**Input**
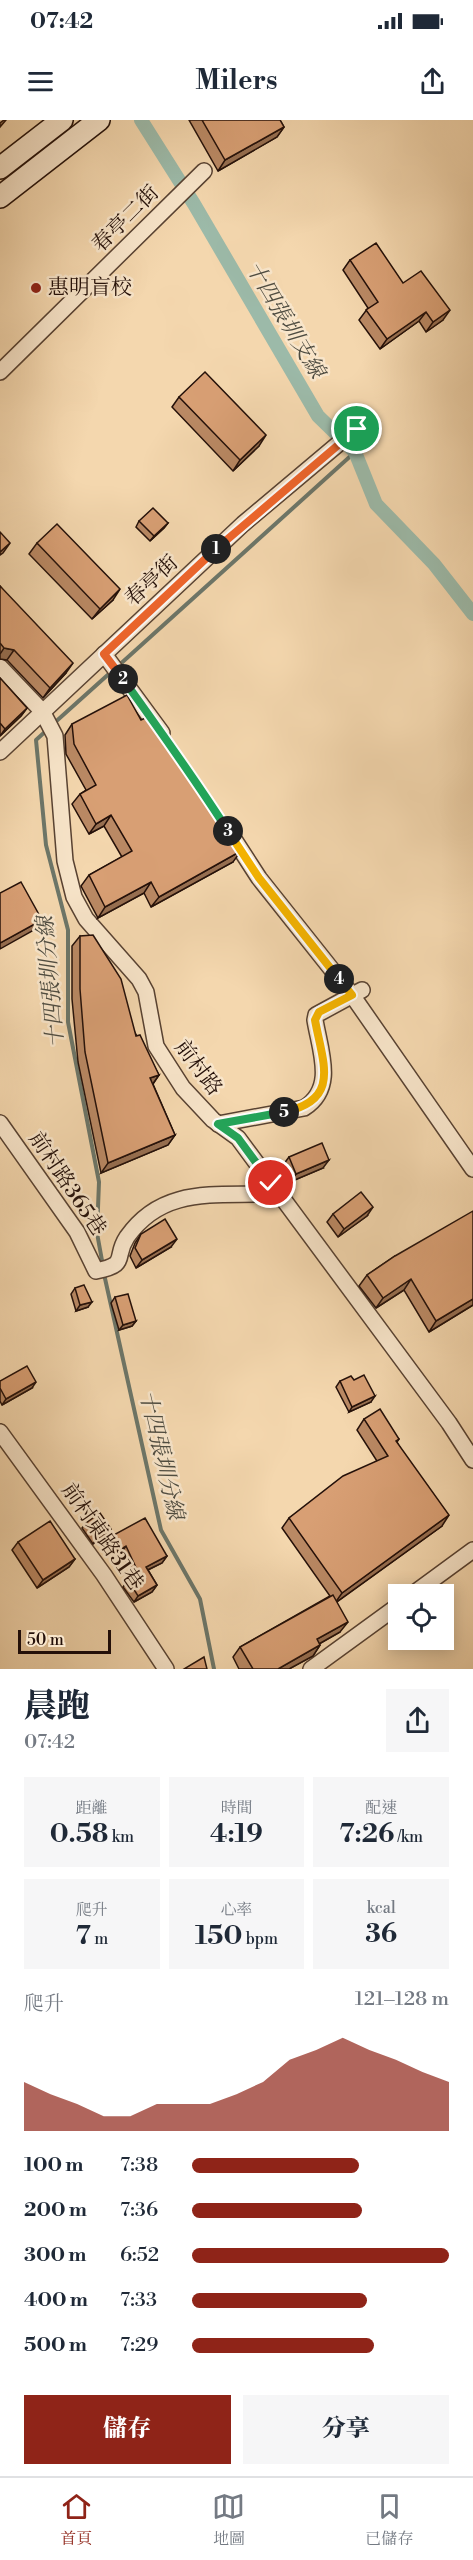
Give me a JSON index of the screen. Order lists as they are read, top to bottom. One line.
{"streets":{"street":["春亭二街","春亭街","前村路","前村路365巷","前村東路31巷"]},"crossings":[["春亭街","前村路"],["前村路","前村路365巷"]],"water":["十四張圳支線","十四張圳分線"],"places":["惠明盲校"],"scale_bar":"50 m","page":{"status":"07:42","header":"Milers","pins":["1","2","3","4","5"],"scale":"50 m","heading":["晨跑","07:42"],"stats":[["距離","0.58 km"],["時間","4:19"],["配速","7:26 /km"],["爬升","7 m"],["心率","150 bpm"],["kcal","36"]],"chart":["爬升","121–128 m"],"list":[{"name":"100 m","note":"7:38"},{"name":"200 m","note":"7:36"},{"name":"300 m","note":"6:52"},{"name":"400 m","note":"7:33"},{"name":"500 m","note":"7:29"}],"buttons":["儲存","分享"],"tabs":["首頁","地圖","已儲存"]}}
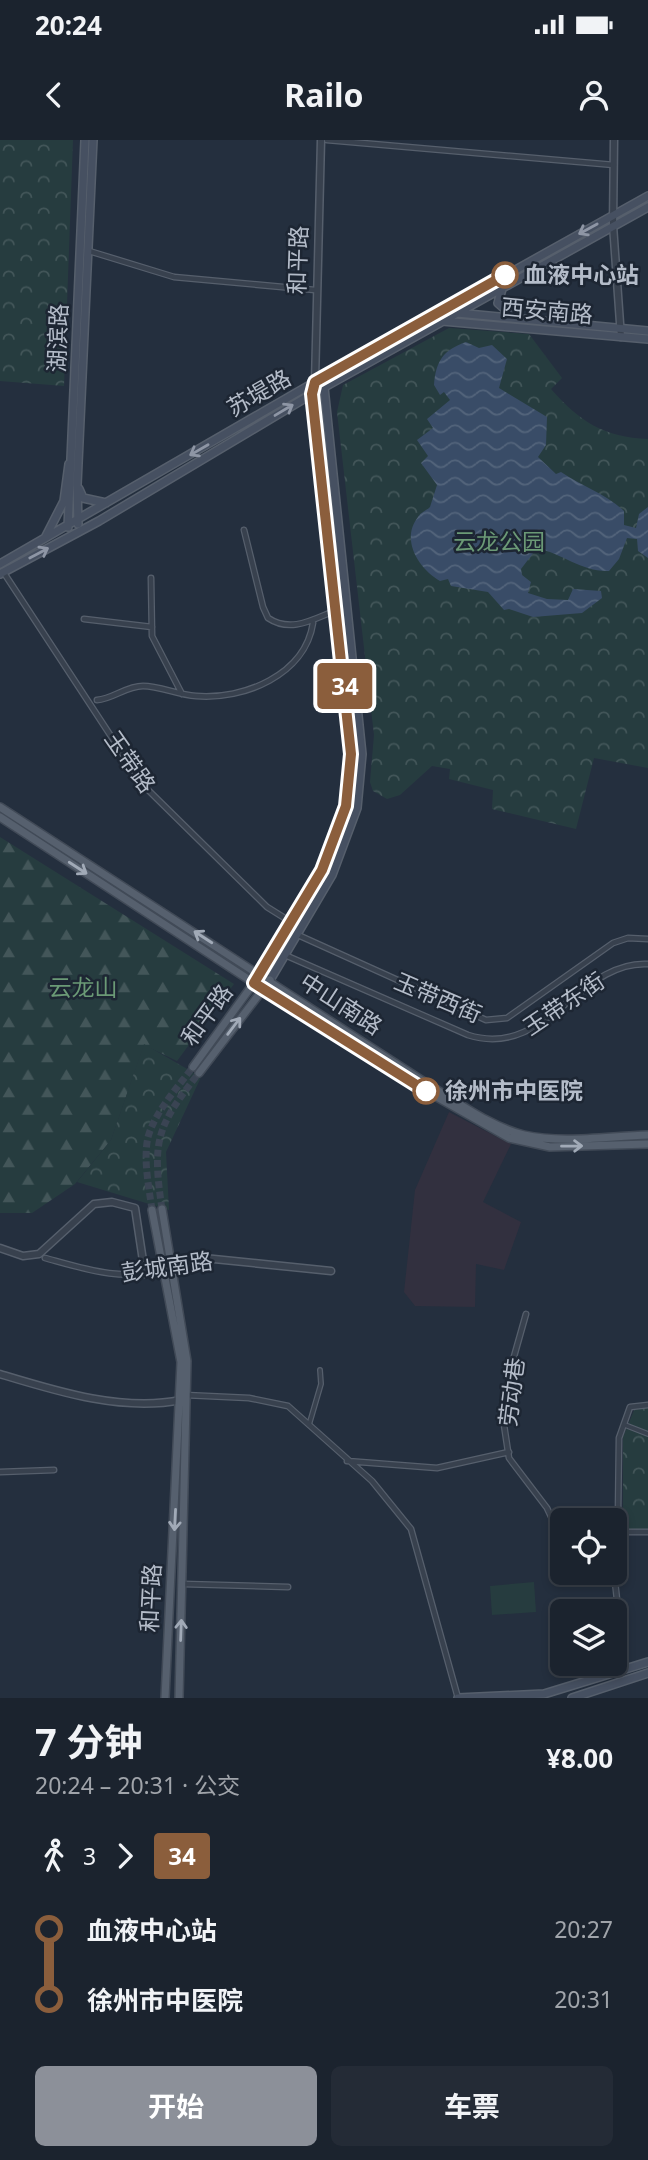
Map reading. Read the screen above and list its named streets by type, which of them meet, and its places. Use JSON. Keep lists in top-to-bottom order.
{
  "streets": {
    "main road": [
      "和平路",
      "西安南路",
      "湖滨路",
      "苏堤路",
      "中山南路"
    ],
    "street": [
      "玉带路",
      "玉带西街",
      "玉带东街",
      "彭城南路",
      "劳动巷"
    ]
  },
  "crossings": [
    ["和平路", "苏堤路"],
    ["和平路", "玉带路"],
    ["和平路", "玉带西街"],
    ["和平路", "中山南路"],
    ["和平路", "玉带东街"],
    ["和平路", "彭城南路"],
    ["西安南路", "苏堤路"],
    ["湖滨路", "苏堤路"],
    ["苏堤路", "玉带路"]
  ],
  "parks": ["云龙公园", "云龙山"],
  "places": ["血液中心站", "徐州市中医院"],
  "lines": ["bus line 34"],
  "page": {
    "status": "20:24",
    "header": "Railo",
    "on_map": "34",
    "heading": ["7 分钟", "20:24 – 20:31 · 公交", "¥8.00"],
    "legs": ["3", "34"],
    "list": [
      {
        "name": "血液中心站",
        "value": "20:27"
      },
      {
        "name": "徐州市中医院",
        "value": "20:31"
      }
    ],
    "buttons": ["开始", "车票"]
  }
}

**About this exercise**
Go through the listing above and locate each line that holds the word "bottom". Copy those lines.

**Solved problem**
Give me a JSON index of the screen. Order lists as they are read, top to bottom. One line.
Map reading. Read the screen above and list its named streets by type, which of them meet, and its places. Use JSON. Keep lists in top-to-bottom order.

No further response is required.